I am acquainted with a person that I shall heretofore call Sometimes Silent Sally - or SSS for short. SSS is a fairly (never hushes) talkative gal. The two minute 'break and chat' rule is totally lost on her. She'll go on and on and on for 30 minutes if you let her. And talking with her can't really be called a conversation because conversations require more than 1 person conversing and you can't get a word in edge-wise with this gal. For some reason, she feels the need to use whispers to emphasize certain sections of her monologue. They're not necessarily vital portions of the story, either. Maybe it's an unconscious effort on her part to keep the listener's attention (because she's been droning on for so long). Inevitably, I'm forced to ask her to repeat something because she's freaking whispering! Why?????
Sometimes, talking softly is mysterious and alluring but in this case? NOPE! I mean, why whisper about what kind of sandwich you're planning to order? Who gives a freaking frack? I don't! In case you think I'm being overly annoyable, let me try to demonstrate a typical conversation with SSS:
SSS: Hey girl, how's it going?
Me: great, what's up?
SSS: Well, I was just passing through the office on my way to the bathroom and I saw you sitting at your cube.
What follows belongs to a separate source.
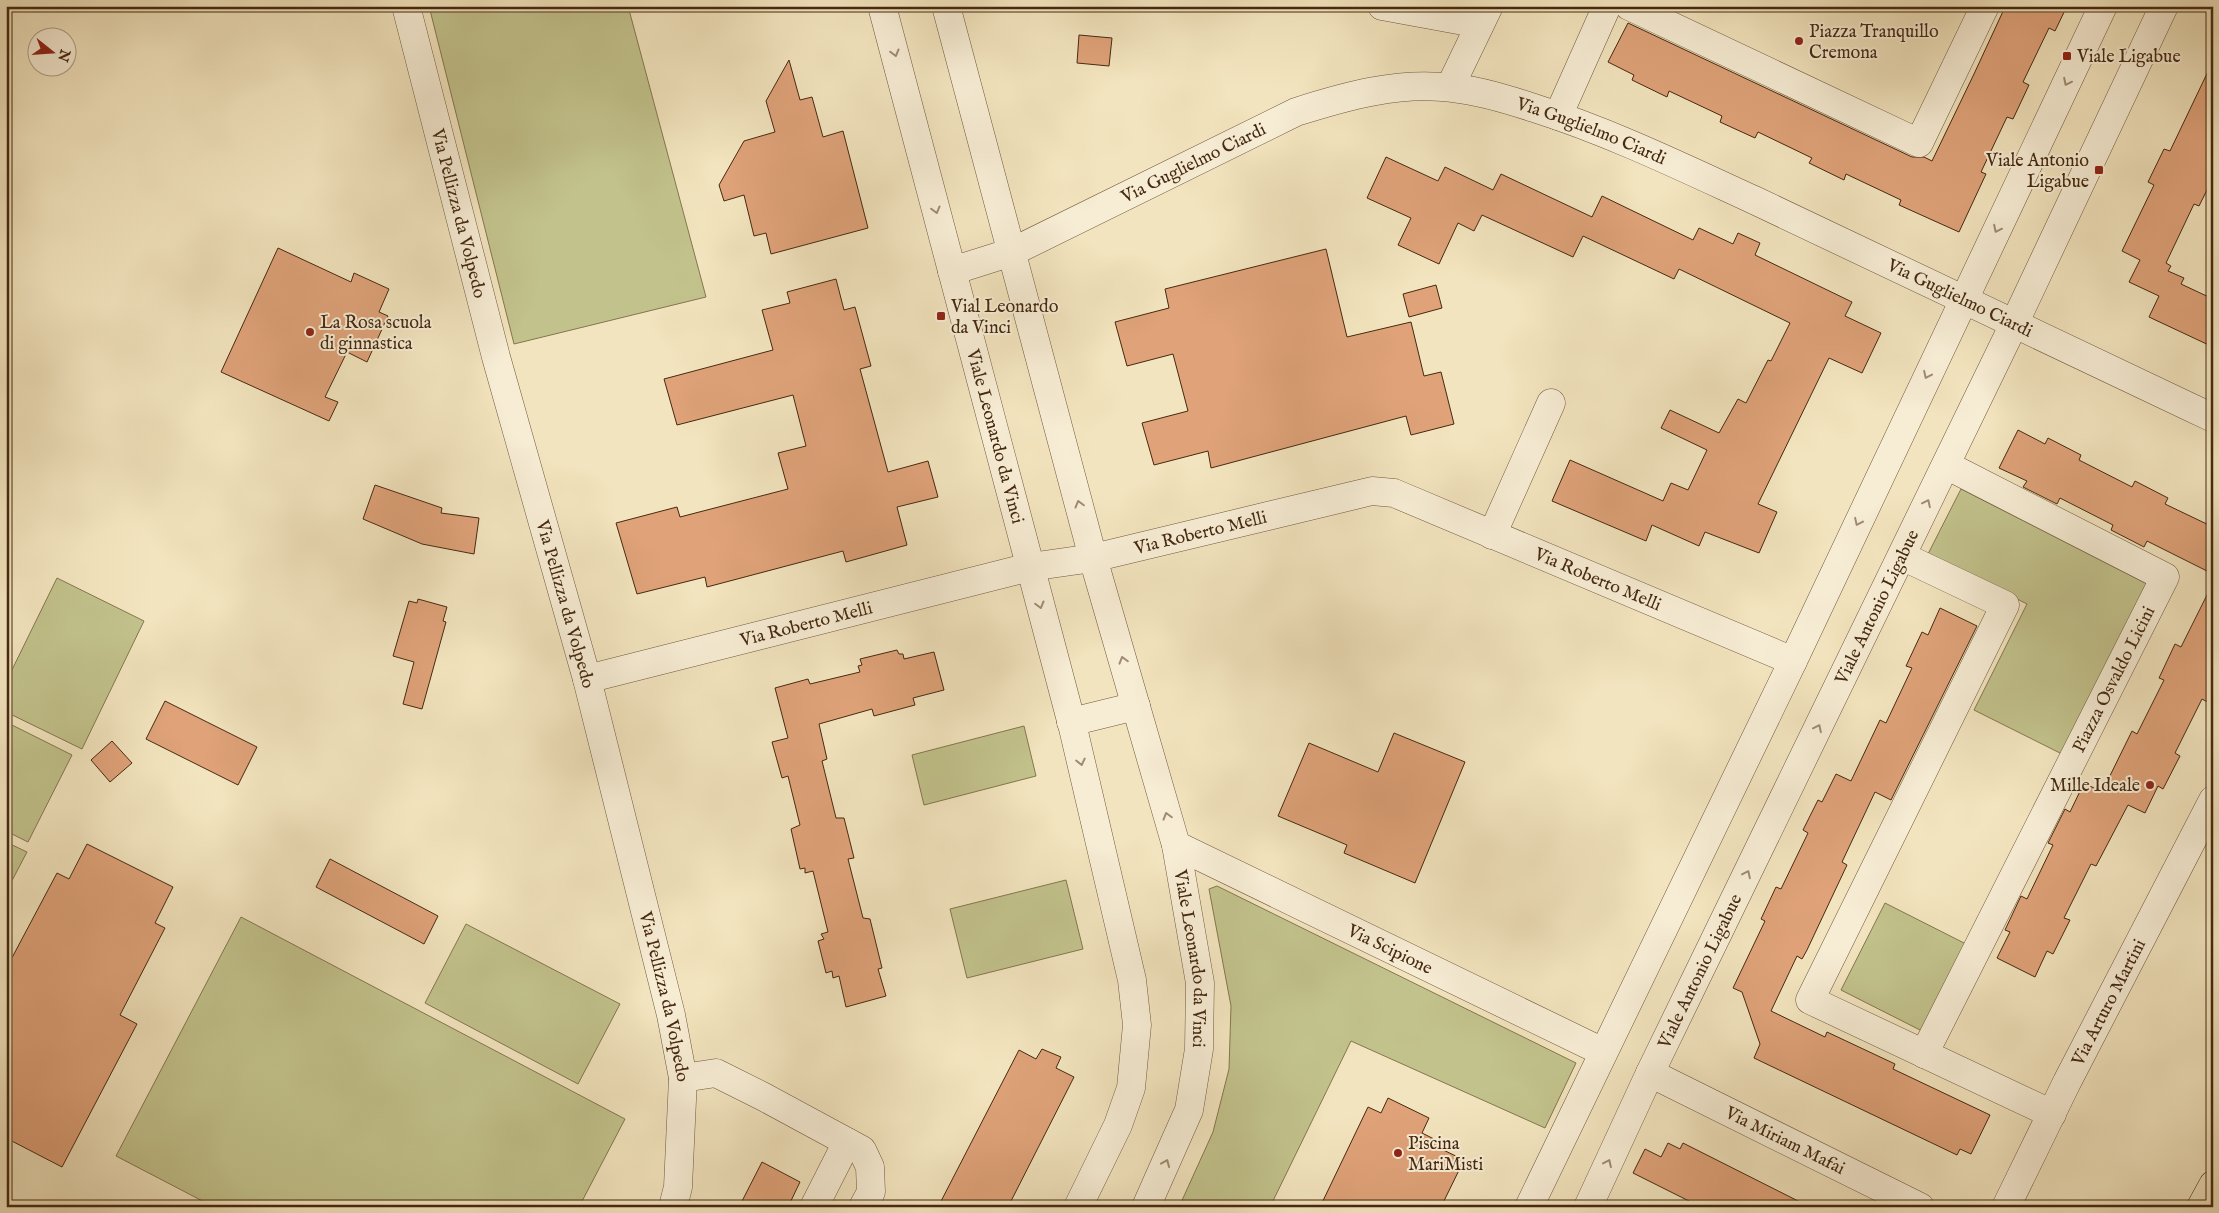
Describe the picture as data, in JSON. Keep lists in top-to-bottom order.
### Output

Me: Oh, yeah, well I'm here allrighty.
SSS: Well, I figured I'd go to the library after work because it's an open floorplan and I can talk out loud and whisper because you know, the librarians pull out their cat-O-9-tails on people when they try to reshelve books themselves. And it's good fun and blah, blah, blah, blah, blah, blah (blah until I pass out from annoyance).
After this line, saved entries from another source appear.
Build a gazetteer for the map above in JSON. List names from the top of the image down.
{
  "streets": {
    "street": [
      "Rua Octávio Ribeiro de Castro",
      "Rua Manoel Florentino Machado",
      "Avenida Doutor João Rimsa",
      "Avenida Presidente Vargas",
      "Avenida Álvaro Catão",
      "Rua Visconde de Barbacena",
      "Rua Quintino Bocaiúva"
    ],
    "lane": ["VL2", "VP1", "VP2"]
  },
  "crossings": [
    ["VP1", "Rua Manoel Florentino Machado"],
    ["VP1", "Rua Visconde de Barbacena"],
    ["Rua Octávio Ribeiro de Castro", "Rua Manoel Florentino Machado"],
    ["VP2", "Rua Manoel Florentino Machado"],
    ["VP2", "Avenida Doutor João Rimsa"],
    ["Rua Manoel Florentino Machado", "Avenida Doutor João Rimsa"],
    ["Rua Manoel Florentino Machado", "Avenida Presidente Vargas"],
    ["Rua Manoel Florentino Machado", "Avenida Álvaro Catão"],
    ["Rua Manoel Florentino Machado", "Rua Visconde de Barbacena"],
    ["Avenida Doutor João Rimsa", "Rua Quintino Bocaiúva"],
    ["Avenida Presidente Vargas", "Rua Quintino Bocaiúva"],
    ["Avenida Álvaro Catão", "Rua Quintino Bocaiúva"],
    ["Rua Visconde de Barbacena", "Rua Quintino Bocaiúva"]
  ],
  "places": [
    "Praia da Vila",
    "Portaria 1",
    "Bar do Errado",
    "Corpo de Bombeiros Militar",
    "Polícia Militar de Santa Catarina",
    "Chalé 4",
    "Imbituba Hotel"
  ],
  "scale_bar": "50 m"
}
You see? Randomness, I tell you!!! Meanwhile, the people that were in my un-scientific study are straining their ears to hear what the whispered phrases were. I don't want to be rude and I'm not meaning to talk badly about SSS behind her back - I'm just stating the facts. Maybe the next time someone like SSS starts whispering I should just plug my ears and state that I'm not into secrets because I can't keep my mouth shut. I wonder if that would work?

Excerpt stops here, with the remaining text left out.